[Opening AVAILABLE RECORDS section]
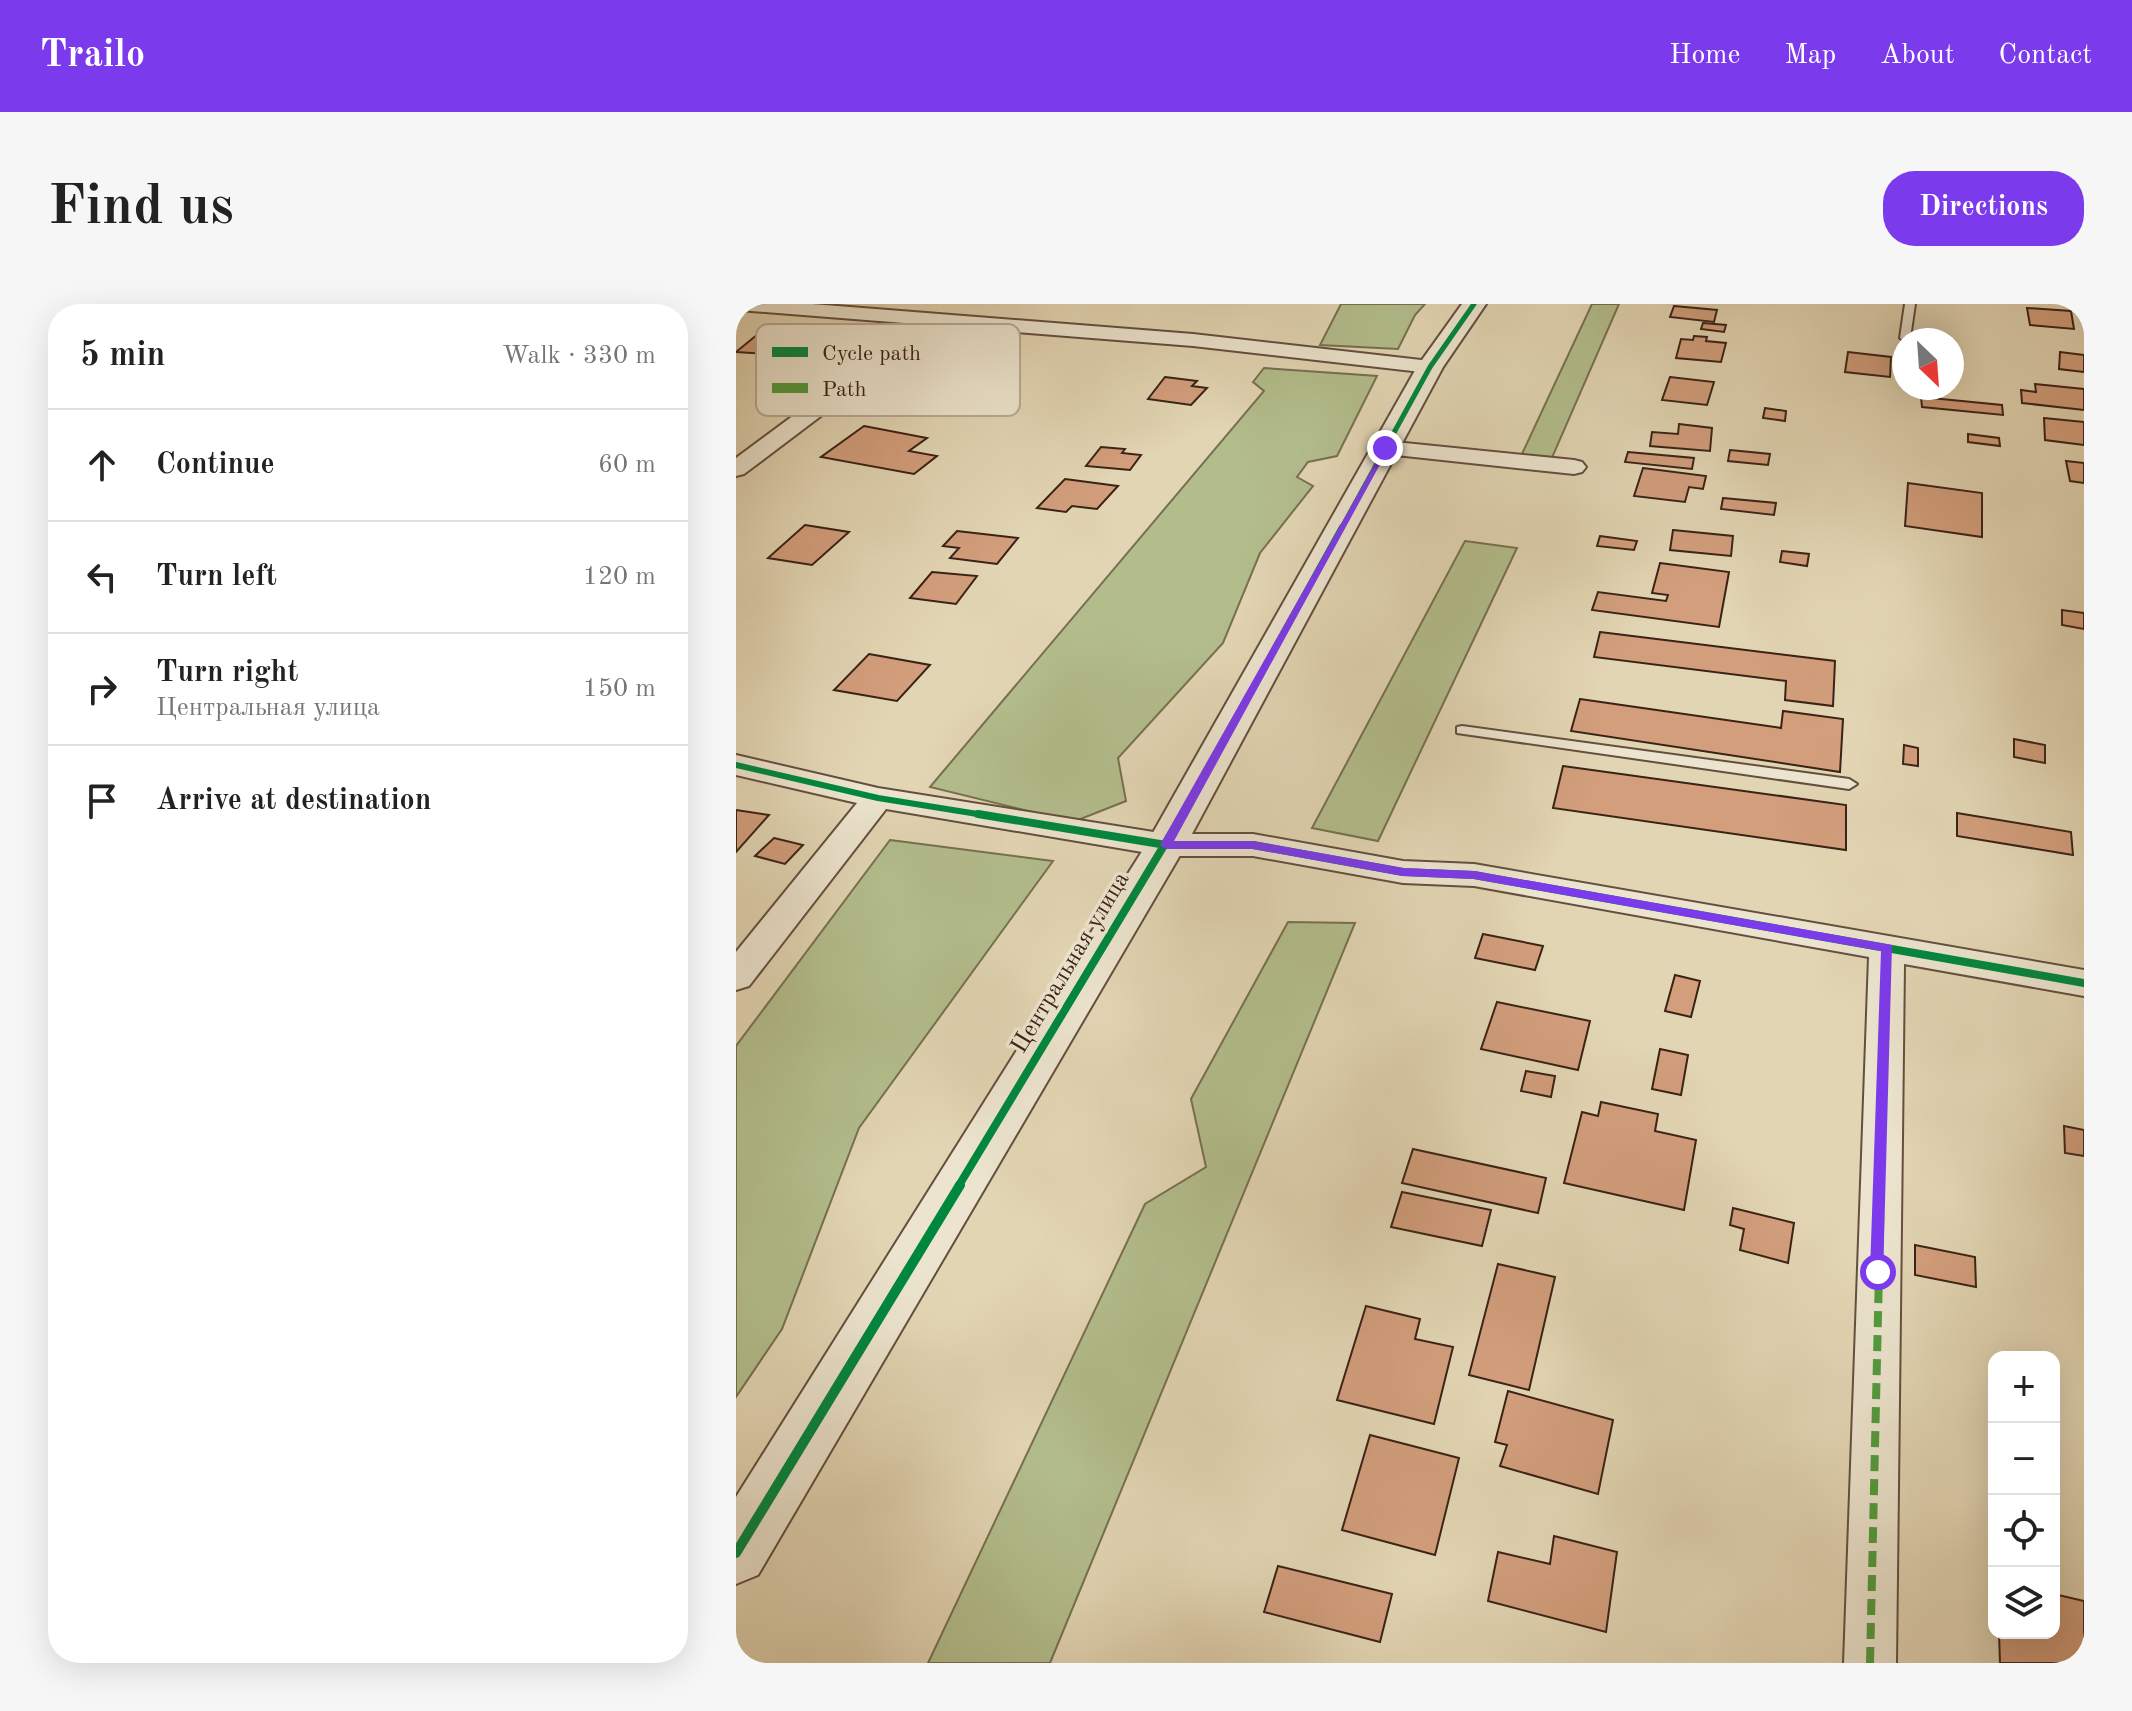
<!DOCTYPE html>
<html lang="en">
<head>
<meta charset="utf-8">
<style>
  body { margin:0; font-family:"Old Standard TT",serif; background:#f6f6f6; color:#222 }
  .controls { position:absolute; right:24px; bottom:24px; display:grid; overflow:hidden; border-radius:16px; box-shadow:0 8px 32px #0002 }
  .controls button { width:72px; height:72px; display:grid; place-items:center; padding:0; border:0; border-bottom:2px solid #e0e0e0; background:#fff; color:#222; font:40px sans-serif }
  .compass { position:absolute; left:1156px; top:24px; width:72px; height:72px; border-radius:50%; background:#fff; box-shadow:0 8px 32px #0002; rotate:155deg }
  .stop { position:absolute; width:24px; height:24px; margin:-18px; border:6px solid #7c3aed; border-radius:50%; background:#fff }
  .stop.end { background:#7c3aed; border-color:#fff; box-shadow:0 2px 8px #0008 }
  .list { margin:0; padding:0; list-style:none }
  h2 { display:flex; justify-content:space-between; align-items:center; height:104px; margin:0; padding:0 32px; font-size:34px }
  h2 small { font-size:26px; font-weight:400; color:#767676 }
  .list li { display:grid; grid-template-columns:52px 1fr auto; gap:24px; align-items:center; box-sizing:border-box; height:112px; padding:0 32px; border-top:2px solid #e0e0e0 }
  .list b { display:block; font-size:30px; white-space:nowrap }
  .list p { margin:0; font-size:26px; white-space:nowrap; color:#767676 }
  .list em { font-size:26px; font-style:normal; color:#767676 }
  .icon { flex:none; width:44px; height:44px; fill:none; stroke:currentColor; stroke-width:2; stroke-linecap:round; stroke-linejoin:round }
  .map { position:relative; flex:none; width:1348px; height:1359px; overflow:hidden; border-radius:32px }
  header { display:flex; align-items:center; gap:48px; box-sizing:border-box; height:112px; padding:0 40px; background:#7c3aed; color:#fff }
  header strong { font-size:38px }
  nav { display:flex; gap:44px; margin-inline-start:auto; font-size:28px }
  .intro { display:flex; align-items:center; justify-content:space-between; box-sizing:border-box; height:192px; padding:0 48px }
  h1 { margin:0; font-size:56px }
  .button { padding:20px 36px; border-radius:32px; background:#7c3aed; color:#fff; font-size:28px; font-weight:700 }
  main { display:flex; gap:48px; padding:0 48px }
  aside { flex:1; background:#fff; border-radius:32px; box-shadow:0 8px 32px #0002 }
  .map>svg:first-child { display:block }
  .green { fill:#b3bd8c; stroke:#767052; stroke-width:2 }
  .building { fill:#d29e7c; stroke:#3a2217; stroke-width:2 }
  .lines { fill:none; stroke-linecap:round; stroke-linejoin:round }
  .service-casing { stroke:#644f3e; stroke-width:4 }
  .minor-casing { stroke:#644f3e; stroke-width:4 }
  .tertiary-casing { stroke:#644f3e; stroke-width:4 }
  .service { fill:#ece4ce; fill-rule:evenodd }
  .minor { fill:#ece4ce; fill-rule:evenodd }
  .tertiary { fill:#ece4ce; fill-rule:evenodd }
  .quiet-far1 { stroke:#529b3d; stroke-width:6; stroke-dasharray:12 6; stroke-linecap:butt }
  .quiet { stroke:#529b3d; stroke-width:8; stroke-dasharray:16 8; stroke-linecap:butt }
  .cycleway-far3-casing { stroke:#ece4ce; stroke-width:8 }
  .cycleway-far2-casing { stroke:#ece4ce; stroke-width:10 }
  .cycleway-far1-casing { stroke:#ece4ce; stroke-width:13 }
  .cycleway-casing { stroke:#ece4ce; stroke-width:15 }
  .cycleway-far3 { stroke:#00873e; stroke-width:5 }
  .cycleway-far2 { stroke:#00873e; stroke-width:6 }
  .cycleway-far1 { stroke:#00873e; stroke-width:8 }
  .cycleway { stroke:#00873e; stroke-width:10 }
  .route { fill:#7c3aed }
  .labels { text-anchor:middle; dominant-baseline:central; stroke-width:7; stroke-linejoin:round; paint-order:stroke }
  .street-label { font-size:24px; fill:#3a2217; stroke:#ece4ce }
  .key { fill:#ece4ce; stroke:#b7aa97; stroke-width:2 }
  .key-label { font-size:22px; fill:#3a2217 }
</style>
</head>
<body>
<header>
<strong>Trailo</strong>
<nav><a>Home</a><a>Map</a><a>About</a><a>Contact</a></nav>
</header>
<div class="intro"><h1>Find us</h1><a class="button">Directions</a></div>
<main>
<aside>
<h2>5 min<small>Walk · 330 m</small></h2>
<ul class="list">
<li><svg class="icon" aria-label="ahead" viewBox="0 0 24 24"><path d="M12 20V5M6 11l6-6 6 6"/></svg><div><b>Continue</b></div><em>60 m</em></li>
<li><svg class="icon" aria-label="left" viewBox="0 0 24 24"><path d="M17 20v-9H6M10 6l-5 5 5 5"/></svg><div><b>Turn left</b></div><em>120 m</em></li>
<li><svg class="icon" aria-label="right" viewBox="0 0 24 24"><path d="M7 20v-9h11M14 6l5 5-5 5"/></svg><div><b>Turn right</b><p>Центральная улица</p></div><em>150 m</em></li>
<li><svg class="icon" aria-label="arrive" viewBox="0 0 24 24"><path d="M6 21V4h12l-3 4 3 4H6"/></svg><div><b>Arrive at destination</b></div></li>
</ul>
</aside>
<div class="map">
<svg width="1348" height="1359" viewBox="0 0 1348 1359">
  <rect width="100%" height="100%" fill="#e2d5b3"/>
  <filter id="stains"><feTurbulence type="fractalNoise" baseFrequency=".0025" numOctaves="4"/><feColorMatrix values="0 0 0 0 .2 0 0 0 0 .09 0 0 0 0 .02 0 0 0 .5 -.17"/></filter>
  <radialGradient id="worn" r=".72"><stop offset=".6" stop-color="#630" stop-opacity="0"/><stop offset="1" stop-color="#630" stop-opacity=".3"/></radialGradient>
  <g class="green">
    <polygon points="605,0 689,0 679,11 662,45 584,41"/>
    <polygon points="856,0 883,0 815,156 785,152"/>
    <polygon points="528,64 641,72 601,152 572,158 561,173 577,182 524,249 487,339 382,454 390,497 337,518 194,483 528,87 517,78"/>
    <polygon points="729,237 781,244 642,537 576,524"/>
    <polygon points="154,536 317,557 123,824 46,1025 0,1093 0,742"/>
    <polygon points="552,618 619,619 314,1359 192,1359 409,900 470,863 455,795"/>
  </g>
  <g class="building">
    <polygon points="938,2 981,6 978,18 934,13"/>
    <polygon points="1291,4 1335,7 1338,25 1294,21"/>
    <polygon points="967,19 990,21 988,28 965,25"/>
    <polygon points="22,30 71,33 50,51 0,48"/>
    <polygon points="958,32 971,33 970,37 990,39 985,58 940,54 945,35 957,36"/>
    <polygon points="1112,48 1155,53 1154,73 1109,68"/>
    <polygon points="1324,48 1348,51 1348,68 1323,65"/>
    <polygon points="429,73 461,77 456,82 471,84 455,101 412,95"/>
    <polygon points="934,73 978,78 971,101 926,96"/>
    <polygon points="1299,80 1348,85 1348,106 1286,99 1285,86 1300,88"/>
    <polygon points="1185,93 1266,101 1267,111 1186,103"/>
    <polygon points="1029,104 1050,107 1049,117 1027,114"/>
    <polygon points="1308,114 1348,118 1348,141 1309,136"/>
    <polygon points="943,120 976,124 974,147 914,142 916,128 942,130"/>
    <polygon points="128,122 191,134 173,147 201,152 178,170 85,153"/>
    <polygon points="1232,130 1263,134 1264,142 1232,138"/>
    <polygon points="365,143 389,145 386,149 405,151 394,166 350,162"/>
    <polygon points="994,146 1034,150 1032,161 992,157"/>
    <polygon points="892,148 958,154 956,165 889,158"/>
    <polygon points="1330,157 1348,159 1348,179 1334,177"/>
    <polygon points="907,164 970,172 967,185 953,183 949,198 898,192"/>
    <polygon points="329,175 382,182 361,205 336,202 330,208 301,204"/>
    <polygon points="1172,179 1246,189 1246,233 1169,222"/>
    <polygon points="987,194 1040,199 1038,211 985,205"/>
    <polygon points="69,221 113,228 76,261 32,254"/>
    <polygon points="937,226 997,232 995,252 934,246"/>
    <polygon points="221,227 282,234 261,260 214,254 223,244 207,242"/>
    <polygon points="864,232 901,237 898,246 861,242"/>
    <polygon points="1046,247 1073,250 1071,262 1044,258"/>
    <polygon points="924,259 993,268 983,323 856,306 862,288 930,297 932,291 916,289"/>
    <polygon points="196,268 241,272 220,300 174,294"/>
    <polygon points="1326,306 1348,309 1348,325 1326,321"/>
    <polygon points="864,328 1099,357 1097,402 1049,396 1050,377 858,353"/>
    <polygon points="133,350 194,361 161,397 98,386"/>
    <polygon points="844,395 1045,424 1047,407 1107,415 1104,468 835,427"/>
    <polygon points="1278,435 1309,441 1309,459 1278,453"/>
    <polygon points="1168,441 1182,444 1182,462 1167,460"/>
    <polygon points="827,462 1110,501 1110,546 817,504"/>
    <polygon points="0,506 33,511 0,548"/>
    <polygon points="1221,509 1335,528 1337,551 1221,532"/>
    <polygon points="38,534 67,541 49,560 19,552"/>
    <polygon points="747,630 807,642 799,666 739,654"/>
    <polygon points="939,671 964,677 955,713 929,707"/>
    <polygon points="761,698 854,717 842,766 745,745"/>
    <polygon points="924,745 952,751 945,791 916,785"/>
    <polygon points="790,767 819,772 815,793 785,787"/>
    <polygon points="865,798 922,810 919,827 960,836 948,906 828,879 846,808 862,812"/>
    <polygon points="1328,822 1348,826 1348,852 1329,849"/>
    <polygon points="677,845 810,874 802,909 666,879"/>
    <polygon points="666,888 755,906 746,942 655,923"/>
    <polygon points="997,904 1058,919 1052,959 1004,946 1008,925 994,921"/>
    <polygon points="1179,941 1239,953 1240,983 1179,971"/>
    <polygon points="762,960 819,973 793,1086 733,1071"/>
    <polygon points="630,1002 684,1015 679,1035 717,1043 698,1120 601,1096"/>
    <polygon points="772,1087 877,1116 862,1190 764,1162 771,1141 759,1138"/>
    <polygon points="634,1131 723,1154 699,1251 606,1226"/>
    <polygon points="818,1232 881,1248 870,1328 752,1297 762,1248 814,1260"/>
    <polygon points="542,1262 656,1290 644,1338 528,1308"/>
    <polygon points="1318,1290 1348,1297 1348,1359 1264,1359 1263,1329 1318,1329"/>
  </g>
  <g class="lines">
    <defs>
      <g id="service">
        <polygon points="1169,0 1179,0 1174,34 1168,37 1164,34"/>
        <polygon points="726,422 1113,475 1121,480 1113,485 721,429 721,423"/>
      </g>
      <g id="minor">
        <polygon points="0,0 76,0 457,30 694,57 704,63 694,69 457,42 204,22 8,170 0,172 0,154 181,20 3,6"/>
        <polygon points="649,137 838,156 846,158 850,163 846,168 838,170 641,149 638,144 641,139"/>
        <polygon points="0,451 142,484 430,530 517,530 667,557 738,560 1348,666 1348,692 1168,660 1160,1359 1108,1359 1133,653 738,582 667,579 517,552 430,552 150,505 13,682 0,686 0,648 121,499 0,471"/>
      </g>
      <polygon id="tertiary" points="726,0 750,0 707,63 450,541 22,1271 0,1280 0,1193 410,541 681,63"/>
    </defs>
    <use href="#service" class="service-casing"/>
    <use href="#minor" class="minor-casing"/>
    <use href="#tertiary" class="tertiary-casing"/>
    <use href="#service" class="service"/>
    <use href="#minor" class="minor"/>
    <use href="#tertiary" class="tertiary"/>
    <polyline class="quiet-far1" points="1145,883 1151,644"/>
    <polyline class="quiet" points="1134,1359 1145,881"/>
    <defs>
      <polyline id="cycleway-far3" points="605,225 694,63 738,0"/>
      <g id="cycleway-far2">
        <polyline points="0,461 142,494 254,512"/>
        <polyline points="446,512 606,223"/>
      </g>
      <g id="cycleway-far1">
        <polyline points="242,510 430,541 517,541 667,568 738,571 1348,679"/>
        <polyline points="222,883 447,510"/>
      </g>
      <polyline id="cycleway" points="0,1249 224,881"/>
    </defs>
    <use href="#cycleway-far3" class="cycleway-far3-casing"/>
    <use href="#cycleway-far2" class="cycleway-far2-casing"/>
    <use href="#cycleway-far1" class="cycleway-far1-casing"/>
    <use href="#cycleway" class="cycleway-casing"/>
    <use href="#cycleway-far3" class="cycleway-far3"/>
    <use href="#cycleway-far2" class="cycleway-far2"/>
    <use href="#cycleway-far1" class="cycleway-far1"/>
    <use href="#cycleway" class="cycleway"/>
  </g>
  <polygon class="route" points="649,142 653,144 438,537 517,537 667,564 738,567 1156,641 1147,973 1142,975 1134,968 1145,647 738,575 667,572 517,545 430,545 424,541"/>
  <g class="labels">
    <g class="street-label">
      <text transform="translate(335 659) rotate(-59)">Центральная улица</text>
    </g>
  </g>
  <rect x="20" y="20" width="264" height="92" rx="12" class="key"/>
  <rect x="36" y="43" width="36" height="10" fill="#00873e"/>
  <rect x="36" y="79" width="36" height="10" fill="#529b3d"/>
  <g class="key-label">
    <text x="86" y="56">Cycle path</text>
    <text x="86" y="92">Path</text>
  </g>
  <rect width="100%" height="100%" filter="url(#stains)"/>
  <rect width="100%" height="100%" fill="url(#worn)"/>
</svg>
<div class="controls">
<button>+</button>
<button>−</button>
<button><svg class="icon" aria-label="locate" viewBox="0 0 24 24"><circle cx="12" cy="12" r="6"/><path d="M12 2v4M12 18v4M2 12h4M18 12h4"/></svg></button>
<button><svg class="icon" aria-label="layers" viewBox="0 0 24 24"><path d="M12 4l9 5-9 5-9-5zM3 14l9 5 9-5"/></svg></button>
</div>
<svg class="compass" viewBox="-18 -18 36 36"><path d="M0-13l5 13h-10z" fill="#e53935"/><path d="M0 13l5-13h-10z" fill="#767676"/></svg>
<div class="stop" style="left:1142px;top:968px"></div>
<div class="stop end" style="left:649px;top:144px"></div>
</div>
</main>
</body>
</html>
[Closing AVAILABLE RECORDS section]
● WHAT YOU NEED TO DO: What are the lines above that hold the string "nowrap"? Copy them.

● RESPONSE TO THIS EXERCISE:
  .list b { display:block; font-size:30px; white-space:nowrap }
  .list p { margin:0; font-size:26px; white-space:nowrap; color:#767676 }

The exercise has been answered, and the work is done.